Six Popular and In-Demand Financial Certifications 2022

The World Economic Forum’s “Future of Jobs Report”, 2020, proposes prioritizing cloud technology, data science, and e-commerce in response to the COVID-19 pandemic. Nearly 40% of employees are required to reskill for six months, with a staggering 94% of employers expecting their staff to master new skills and modern technology.

While the talent gap is projected to expand as in-demand skills transition, financial management and mitigating the risks that come with it are critical. Financial certifications demonstrate expertise in a certain sector of the financial industry. When looking for a financial consultant to employ, you’ll notice that each financial practitioner’s name is preceded by a series of initials. There are a variety of designations available, including CFA, FRM, CFP, and others. This acronym stands for a variety of financial certificates.

Certified Public Accountant (CPA):

A Certified Public Accountant is one of the most well-recognized certificates for financial management. A certified public accountant’s (CPA) credential confirms an accountant’s understanding of taxation, auditing, regulatory compliance, and financial statement analysis. Obtaining a CPA license can help accountants increase their career opportunities, job security, and earning possibilities.

The American Institute of Certified Public Accountants (AICPA) awards the designation of Certified Public Accountant (CPA) to those who have demonstrated competence in the field of accounting (AICPA). To obtain a CPA license, the candidate must complete 150 hours of CPA coursework throughout a semester. Passing a section of the CPA Exam requires a minimum score of 75.

Certified Financial Planner (CFP):

Individuals interested in pursuing financial planning as a career can take a professional certification course offered by the Financial Planning Standards Board (FPSB). It entails evaluating the customer’s financial status, developing a financial strategy for the client, and implementing the strategy to the client’s benefit.

Candidates must have completed class 12th and passed five exams covering all six modules of the certification program to be certified as a CFP by the FPSB, and for Challenge Status Pathway candidates must have finished Chartered Accountant or Intermediate level, Chartered Financial Analyst, ICWA, Company Secretary, and more to be certified as a CFP by the FPSB. The eligible list is available on the official examination website.

Chartered Investment Counselor (CIC):

This is a certification that CFA provides to those who are currently registered investment advisors can pursue through the Investment Counsel Association.

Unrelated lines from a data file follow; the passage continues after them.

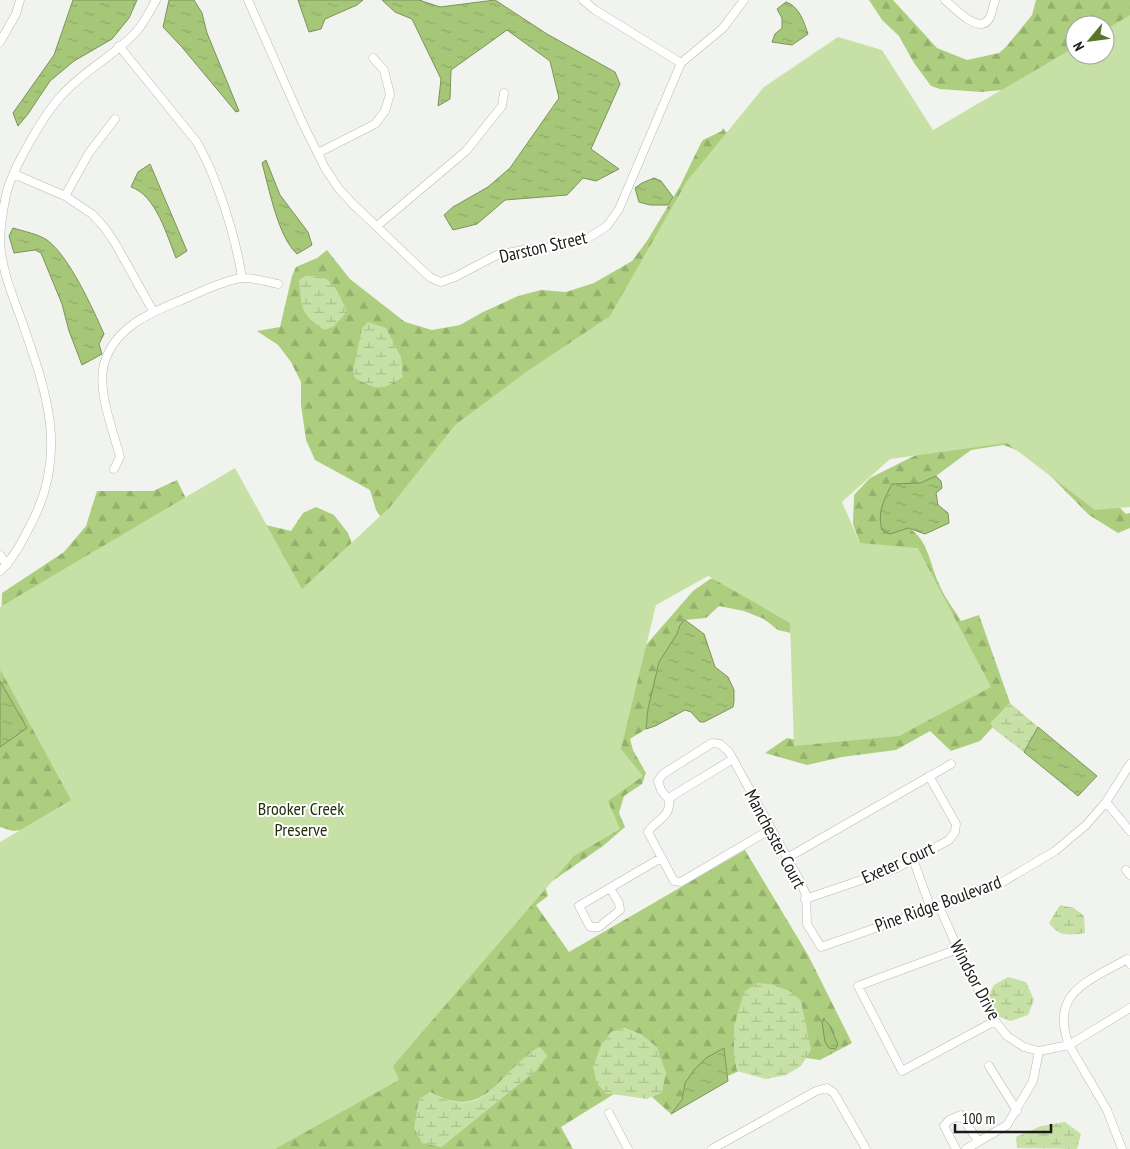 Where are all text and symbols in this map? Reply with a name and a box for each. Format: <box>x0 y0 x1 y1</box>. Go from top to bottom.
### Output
north arrow <box>1065 15 1115 65</box>
text: N <box>1069 39 1088 54</box>
street label: Darston Street <box>497 225 589 268</box>
street label: Manchester Court <box>740 785 811 892</box>
park label: Brooker Creek Preserve <box>258 797 344 841</box>
street label: Exeter Court <box>858 836 938 889</box>
street label: Pine Ridge Boulevard <box>871 870 1004 937</box>
street label: Windsor Drive <box>945 936 1006 1024</box>
scale bar <box>955 1102 1051 1134</box>
text: 100 m <box>962 1109 995 1128</box>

The CIC curriculum focuses on investment and portfolio management, as well as counseling. Individuals with the CIC charter are typically prominent stakeholders in the financial industry, such as those in charge of huge accounts and mutual funds.

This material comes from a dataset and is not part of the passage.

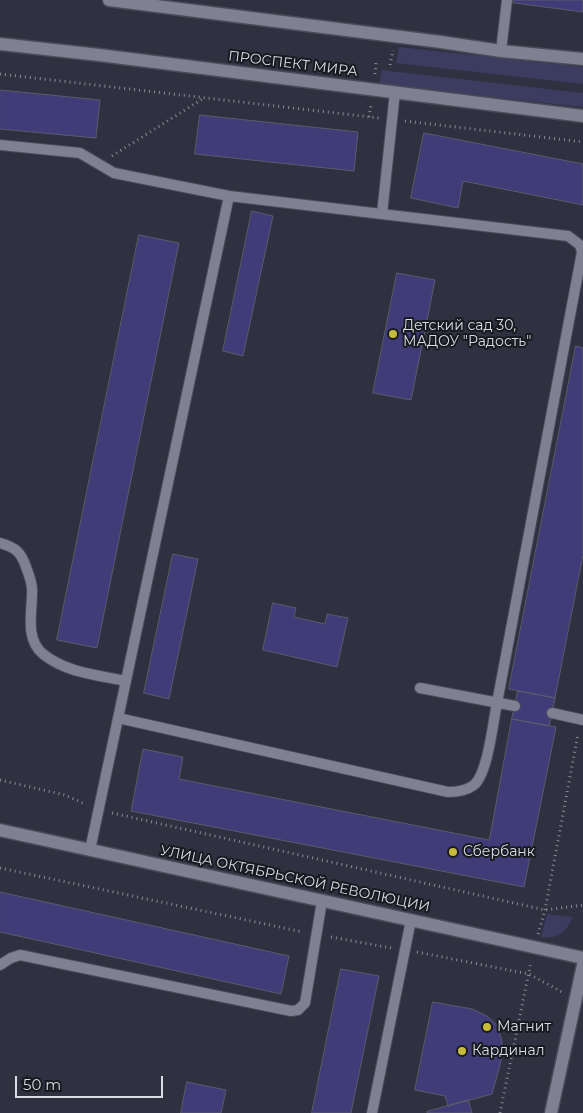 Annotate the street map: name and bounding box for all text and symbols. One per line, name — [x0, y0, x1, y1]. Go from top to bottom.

To be eligible for the CIC designation, a candidate must work for a member firm of the Investment Adviser Association and have at least five years of experience. Moral and professional references are also required, as well as the ability to function as a custodian.

Financial Risk Manager (FRM):

Financial risk management is critical regardless of the type of business or its size. The Financial Risk Manager (FRM) certification is offered by the Global Association of Risk Professionals (GARP), and it confirms that a person’s knowledge of risk management concepts has been validated by international professional standards.

Financial risk management, in its broadest meaning, is the active action of minimizing and managing overall risk through various financial procedures to protect a business’s financial worth.

To achieve the FRM certificate, candidates must pass a two-part comprehensive test and have two years of financial risk management work experience.

Chartered Financial Consultant (ChFC):

The American College of Financial Services offers the Chartered Financial Consultant (ChFC) designation. A ChFC is essentially a more sophisticated version of the CFP (Certified Financial Planner) designation. A chartered financial consultant provides complete financial planning, including investment and budgeting, retirement accounts, savings, and tax planning.

ChFC requires the completion and passing of a total of eight courses covering all aspects of financial planning by a candidate. They must also have worked full-time in a relevant profession for three of the previous five years. One year of business experience is equivalent to an undergraduate or graduate degree from an authorized university.

Chartered Alternative Investment Analyst (CAIA):

The CAIA is a professional association for those who manage and regulate alternative investments such as hedge funds and real estate. The CAIA Association’s charter program takes around a year to complete and involves coursework and tests. After passing two exams and becoming a member of the CAIA Association, you join an elite community of over 11,000 professionals worldwide.

Candidates who pass the Level 1 and 2 tests are eligible to join the CAIA Association as associate members. You must pass the exam and have a bachelor’s degree or four years of relevant experience to become a Charter member.